If Walsh meant that you don’t have a right to force other people to buy products for you, or that governmental coercion is a poor means of providing you with products, he phrased this sentence quite oddly. If, as he wrote, he meant to deny a right pertaining to a product, then he’s implying a questionable theory of rights.
What if a product can be provided to you without governmental coercion? Do you then have a right to the product? If so, what is the basis of that right? It can’t be your need for it or the possibility of satisfying it, because those conditions can be present where there’s governmental coercion.
With or without governmental coercion, you need water, food, clothing, shelter, and other life necessities, but according to Walsh, you don’t have a right to these goods if the government has to coerce someone into providing them to you. Your need for them and their availability to you do not establish your right to them. Or if either or both of these conditions do establish a right, the right vanishes under the condition that it must be provided to you through governmental coercion. Is your right to basic human needs so relative?

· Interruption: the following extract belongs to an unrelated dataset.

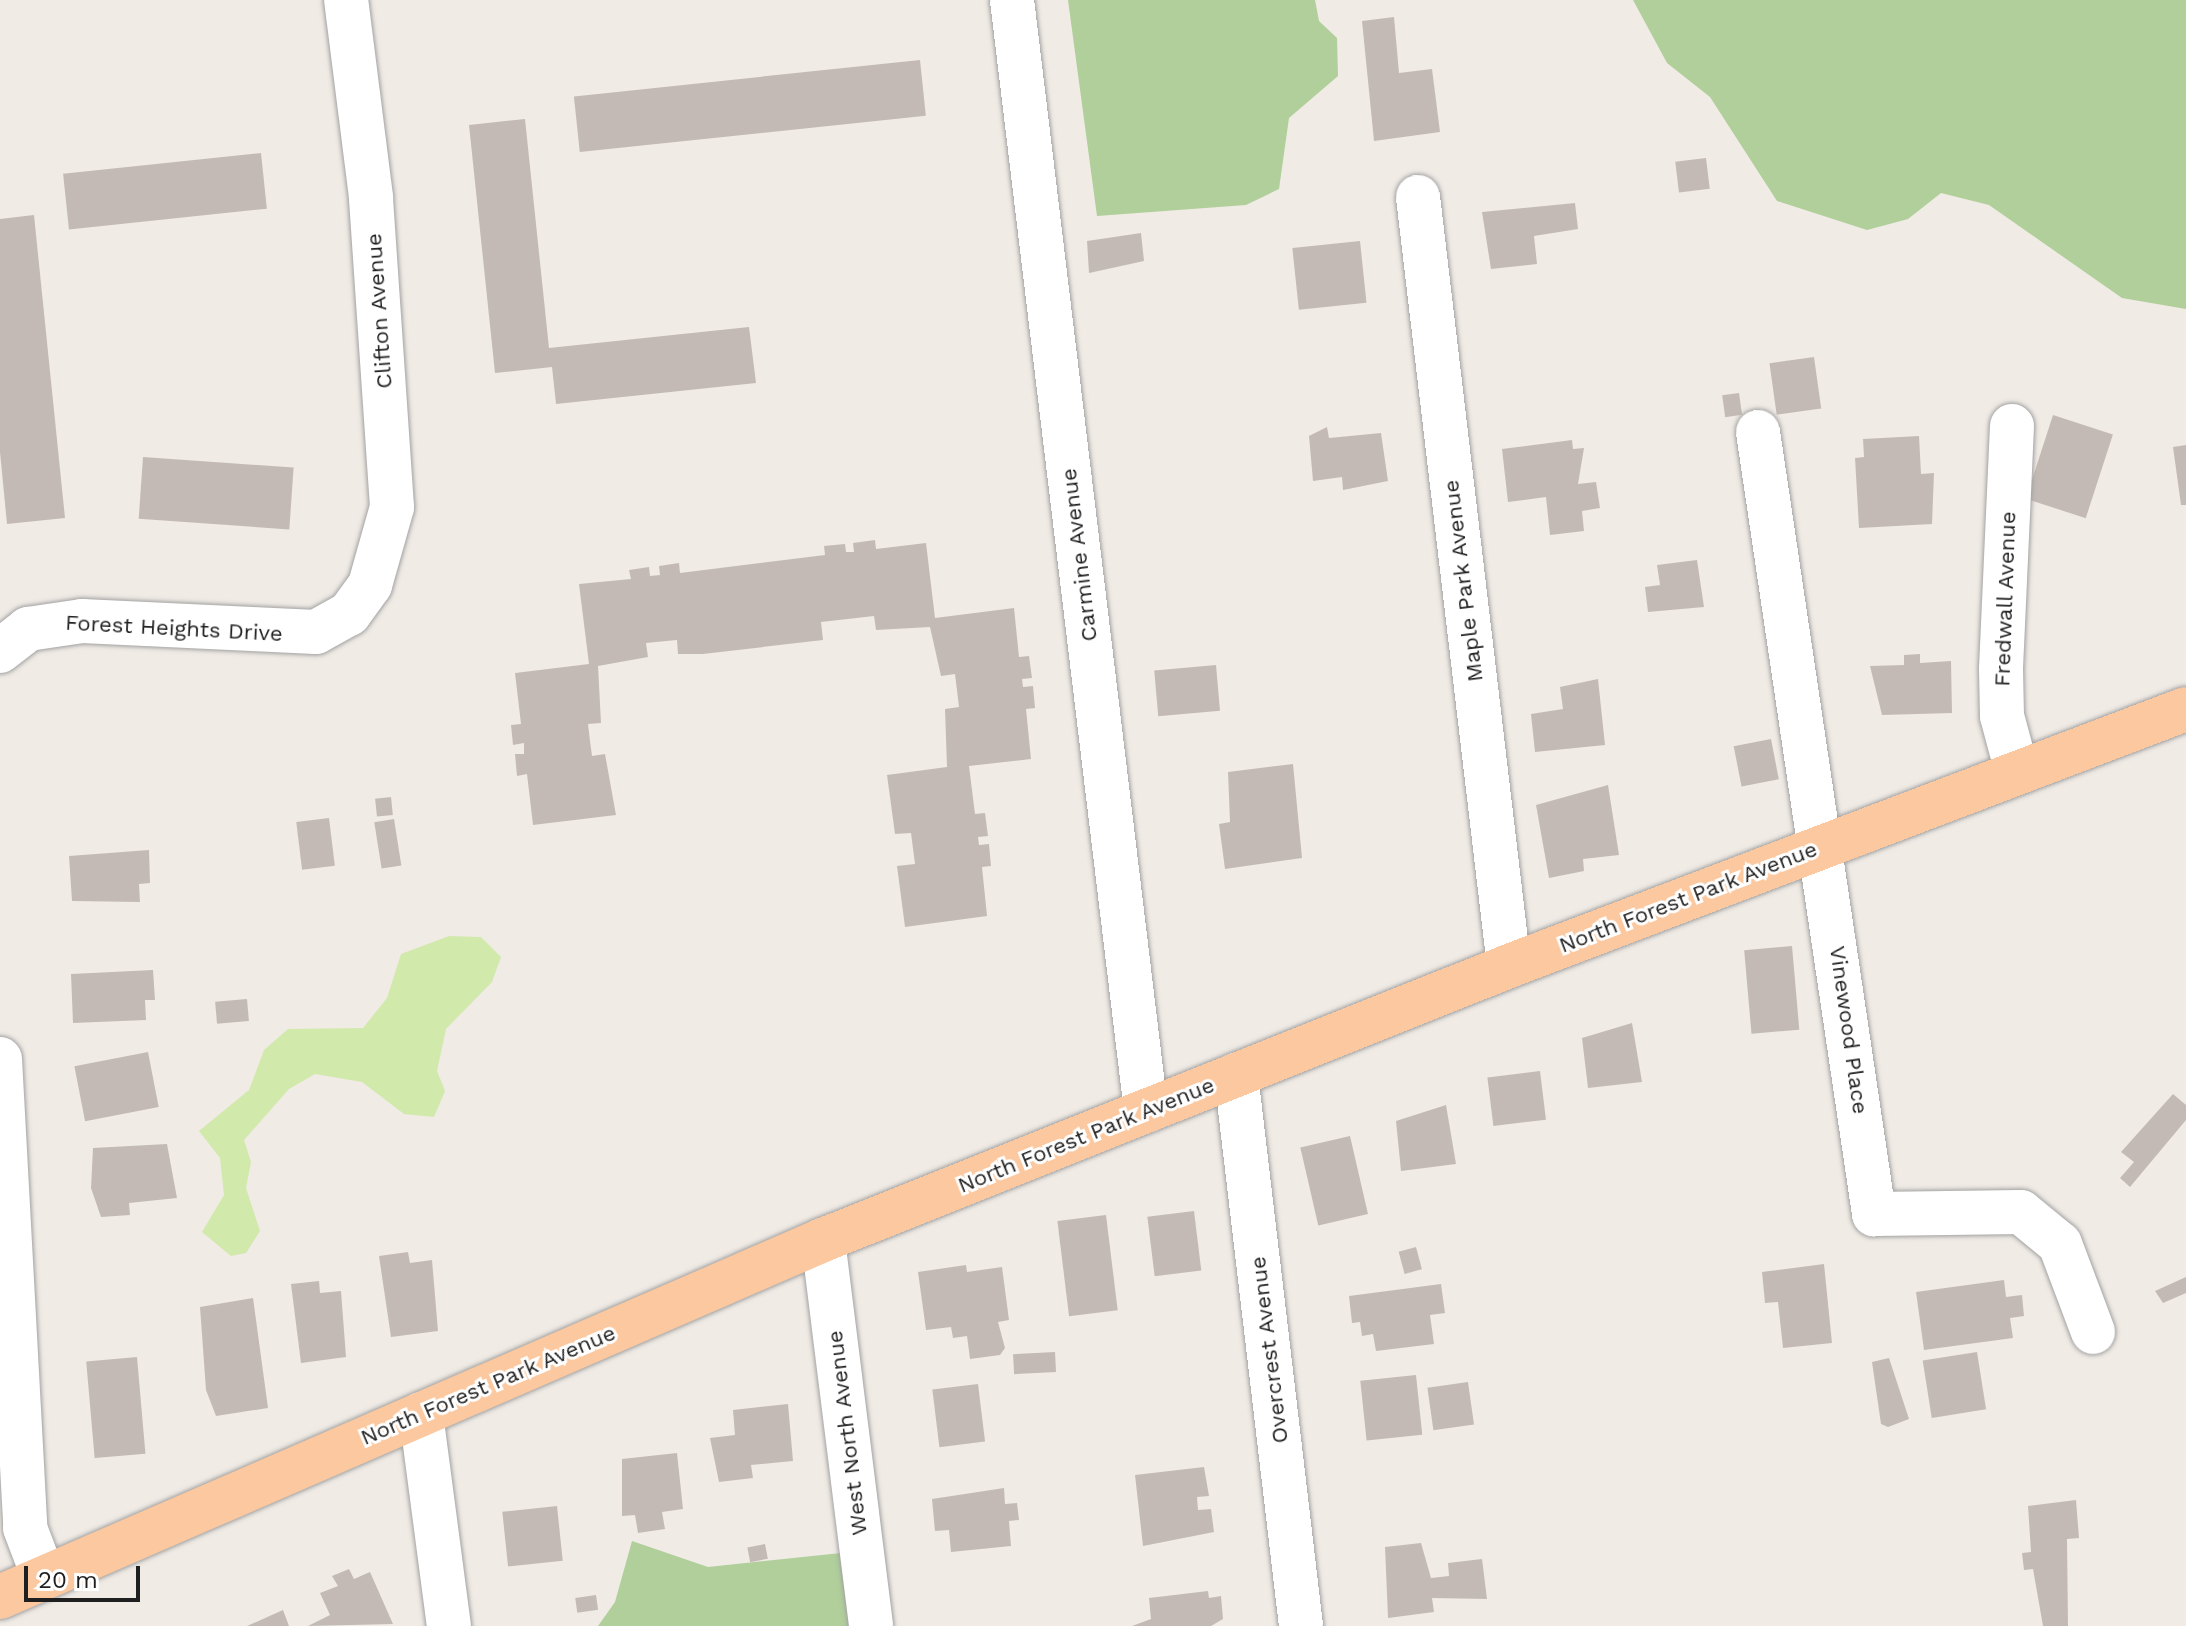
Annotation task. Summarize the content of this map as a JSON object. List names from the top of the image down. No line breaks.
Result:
{"streets":{"main road":["North Forest Park Avenue"],"street":["Clifton Avenue","Carmine Avenue","Maple Park Avenue","Fredwall Avenue","Forest Heights Drive","Vinewood Place","Overcrest Avenue","West North Avenue"]},"crossings":[["Clifton Avenue","Forest Heights Drive"],["Carmine Avenue","North Forest Park Avenue"],["Maple Park Avenue","North Forest Park Avenue"],["Fredwall Avenue","North Forest Park Avenue"],["North Forest Park Avenue","Vinewood Place"],["North Forest Park Avenue","Overcrest Avenue"],["North Forest Park Avenue","West North Avenue"]],"scale_bar":"20 m"}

In general conservatives and libertarians hold what I'll call a negative view of rights rather than a positive view of rights.
Thus, the right to free exercise of religion is a right to be able to practice your religion just as you would have were there no other party to show up and order you around. The right to free speech is the right to say what you think to the same extent that you could were there no one to show up and order you not to. The right to free association is the right to form communities and groups in the same way you could were there not some bigger and badder group to show up and order you not to. The right to private property is the right to hold on to that which you make yourself or gain through free exchange with others -- just as if there were not someone else to show up and take it from you.

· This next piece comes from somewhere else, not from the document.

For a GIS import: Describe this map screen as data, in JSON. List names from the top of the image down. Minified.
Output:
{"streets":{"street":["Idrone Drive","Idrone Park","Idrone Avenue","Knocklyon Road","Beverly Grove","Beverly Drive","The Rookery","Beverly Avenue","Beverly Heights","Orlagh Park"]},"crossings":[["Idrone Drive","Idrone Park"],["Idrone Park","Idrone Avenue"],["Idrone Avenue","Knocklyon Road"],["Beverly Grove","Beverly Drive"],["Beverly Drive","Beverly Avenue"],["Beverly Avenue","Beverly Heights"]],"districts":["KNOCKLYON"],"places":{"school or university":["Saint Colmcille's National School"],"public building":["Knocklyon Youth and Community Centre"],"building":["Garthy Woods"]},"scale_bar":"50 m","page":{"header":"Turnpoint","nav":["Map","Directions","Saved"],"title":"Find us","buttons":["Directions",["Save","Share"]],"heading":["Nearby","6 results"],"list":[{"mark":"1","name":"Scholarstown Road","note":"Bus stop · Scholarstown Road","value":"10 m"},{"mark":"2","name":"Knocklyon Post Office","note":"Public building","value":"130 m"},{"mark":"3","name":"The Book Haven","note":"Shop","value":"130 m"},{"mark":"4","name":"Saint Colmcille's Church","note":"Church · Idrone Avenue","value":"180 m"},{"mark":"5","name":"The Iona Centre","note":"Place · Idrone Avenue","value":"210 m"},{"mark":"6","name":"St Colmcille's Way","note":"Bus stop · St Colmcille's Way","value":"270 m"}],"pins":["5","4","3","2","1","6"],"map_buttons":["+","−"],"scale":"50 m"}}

In other words, this view of rights holds that the state should not force itself into all aspects of your life. It should restrain itself from interfering in certain areas. In this sense, it applies to the state in a special way that it doesn't apply to others. So, for instance, the right to free speech means that you can express yourself in your own venue without being forcibly shut up, but it doesn't mean that some other private third party (say, a newspaper) is required to print your opinions. It just means that the state can't arrest you for speaking your mind, or show up and confiscate your printing press because they don't like what you printed.
Now, given that, it doesn't make much sense to talk about a "right to food" or a "right to water" or a "right to shelter" -- except to the extent that it is wrong for the state to show up and take away your food, your water, or your shelter. Someone holding to this negative vision of rights might hold that you have a right to pursue food, water and shelter (or separately that you have a moral duty to provide food, water and shelter to those around you who are in need of it but don't have the ability to provide it to themselves) but they wouldn't argue it's a right because it's not something you naturally have. If there's a famine and there is no food to be had, saying "I have a right to food!" won't make your plate fill. However, even if there's a famine and you're in the midst of dying, you can still say what's on your mind unless some other person shows up and tries to stop you.
The view of rights which produces a "right to food" or a "right to shelter" isn't based on the idea of "what dignities does a person naturally have unless someone shows up to take them away" but rather on "what things should the state commit to providing to its citizens." It is, I'd argue, a somewhat later vision of rights: a mid 19th century one rather than a late 18th century one. Which is perhaps why this positive view of rights (the right to something) is far more common in Europe, in which the major democracies date to the late 19th or the 20th century, while the earlier negative view of rights is more common among US conservatives who date their formative influence to the American Revolution.